* [Task instructions]: The answer must consist of every line below that contains the word "Boulevard".

* [Supplied records]:
----

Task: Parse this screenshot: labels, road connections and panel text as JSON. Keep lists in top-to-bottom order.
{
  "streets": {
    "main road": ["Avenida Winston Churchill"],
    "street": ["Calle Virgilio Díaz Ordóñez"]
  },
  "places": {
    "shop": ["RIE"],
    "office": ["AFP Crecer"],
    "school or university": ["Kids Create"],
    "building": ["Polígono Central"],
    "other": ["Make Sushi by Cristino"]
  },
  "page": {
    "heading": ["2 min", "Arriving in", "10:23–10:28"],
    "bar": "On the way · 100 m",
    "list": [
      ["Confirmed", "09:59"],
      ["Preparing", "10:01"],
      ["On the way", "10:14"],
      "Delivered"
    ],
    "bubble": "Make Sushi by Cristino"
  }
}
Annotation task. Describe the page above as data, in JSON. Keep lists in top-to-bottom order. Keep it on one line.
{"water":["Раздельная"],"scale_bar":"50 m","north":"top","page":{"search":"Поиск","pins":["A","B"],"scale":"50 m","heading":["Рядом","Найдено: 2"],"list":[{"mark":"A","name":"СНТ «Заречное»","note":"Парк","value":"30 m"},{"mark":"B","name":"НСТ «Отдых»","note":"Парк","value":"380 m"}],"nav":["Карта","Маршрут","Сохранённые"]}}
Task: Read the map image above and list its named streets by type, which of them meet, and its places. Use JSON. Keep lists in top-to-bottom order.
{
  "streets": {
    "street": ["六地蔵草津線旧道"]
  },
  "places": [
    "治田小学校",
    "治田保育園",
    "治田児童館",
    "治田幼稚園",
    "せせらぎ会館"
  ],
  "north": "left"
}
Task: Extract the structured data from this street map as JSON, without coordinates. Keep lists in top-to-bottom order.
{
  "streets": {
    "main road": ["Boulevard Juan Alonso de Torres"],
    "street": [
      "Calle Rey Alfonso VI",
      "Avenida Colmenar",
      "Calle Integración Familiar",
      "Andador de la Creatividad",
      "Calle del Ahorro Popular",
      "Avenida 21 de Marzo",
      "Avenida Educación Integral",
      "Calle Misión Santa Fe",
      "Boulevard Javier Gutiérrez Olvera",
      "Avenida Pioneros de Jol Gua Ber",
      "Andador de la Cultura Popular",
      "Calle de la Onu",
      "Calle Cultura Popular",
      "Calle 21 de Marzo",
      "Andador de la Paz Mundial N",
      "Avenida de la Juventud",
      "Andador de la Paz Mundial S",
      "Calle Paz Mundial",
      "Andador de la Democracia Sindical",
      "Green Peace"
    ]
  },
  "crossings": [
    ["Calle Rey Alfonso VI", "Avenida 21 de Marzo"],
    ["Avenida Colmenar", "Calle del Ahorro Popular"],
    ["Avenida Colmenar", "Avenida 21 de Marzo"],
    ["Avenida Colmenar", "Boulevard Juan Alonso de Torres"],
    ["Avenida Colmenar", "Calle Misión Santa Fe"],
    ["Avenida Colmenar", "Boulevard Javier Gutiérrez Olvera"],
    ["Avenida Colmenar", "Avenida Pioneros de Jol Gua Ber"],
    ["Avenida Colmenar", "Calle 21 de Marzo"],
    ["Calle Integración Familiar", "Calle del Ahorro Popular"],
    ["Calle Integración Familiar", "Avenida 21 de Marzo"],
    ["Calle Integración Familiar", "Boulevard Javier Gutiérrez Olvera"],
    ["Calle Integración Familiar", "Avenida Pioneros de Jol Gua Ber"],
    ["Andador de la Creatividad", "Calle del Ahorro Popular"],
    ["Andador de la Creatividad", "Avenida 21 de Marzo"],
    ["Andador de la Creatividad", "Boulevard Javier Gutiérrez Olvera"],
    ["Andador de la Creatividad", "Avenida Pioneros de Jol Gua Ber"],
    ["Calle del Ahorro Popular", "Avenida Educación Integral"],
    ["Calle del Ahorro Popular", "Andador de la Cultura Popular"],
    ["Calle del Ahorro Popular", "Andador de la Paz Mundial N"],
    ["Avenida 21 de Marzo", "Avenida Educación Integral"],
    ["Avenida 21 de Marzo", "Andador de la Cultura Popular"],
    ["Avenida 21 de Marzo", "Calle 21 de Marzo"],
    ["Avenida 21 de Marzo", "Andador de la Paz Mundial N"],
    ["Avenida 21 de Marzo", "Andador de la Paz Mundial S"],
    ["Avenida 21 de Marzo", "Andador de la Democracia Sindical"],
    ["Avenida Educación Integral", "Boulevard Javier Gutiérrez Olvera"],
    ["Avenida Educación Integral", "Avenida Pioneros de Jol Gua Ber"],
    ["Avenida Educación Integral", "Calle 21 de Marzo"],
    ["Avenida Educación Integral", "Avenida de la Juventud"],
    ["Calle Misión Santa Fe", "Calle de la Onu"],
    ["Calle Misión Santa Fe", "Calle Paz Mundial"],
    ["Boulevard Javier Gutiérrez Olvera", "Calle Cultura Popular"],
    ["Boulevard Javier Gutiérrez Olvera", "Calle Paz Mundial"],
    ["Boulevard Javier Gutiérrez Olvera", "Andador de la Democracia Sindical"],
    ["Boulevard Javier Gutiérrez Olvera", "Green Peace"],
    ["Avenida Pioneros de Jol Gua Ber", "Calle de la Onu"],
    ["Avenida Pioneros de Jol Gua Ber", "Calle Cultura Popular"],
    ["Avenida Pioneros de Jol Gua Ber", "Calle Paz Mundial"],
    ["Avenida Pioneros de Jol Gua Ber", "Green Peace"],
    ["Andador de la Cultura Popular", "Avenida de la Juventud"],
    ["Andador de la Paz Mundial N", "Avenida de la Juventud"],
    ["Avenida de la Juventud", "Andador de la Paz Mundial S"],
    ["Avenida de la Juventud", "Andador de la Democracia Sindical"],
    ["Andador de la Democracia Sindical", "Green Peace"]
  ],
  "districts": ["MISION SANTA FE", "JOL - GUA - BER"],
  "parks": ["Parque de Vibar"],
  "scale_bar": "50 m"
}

----

* [Solution for this exercise]:
    "main road": ["Boulevard Juan Alonso de Torres"],
      "Boulevard Javier Gutiérrez Olvera",
    ["Avenida Colmenar", "Boulevard Juan Alonso de Torres"],
    ["Avenida Colmenar", "Boulevard Javier Gutiérrez Olvera"],
    ["Calle Integración Familiar", "Boulevard Javier Gutiérrez Olvera"],
    ["Andador de la Creatividad", "Boulevard Javier Gutiérrez Olvera"],
    ["Avenida Educación Integral", "Boulevard Javier Gutiérrez Olvera"],
    ["Boulevard Javier Gutiérrez Olvera", "Calle Cultura Popular"],
    ["Boulevard Javier Gutiérrez Olvera", "Calle Paz Mundial"],
    ["Boulevard Javier Gutiérrez Olvera", "Andador de la Democracia Sindical"],
    ["Boulevard Javier Gutiérrez Olvera", "Green Peace"],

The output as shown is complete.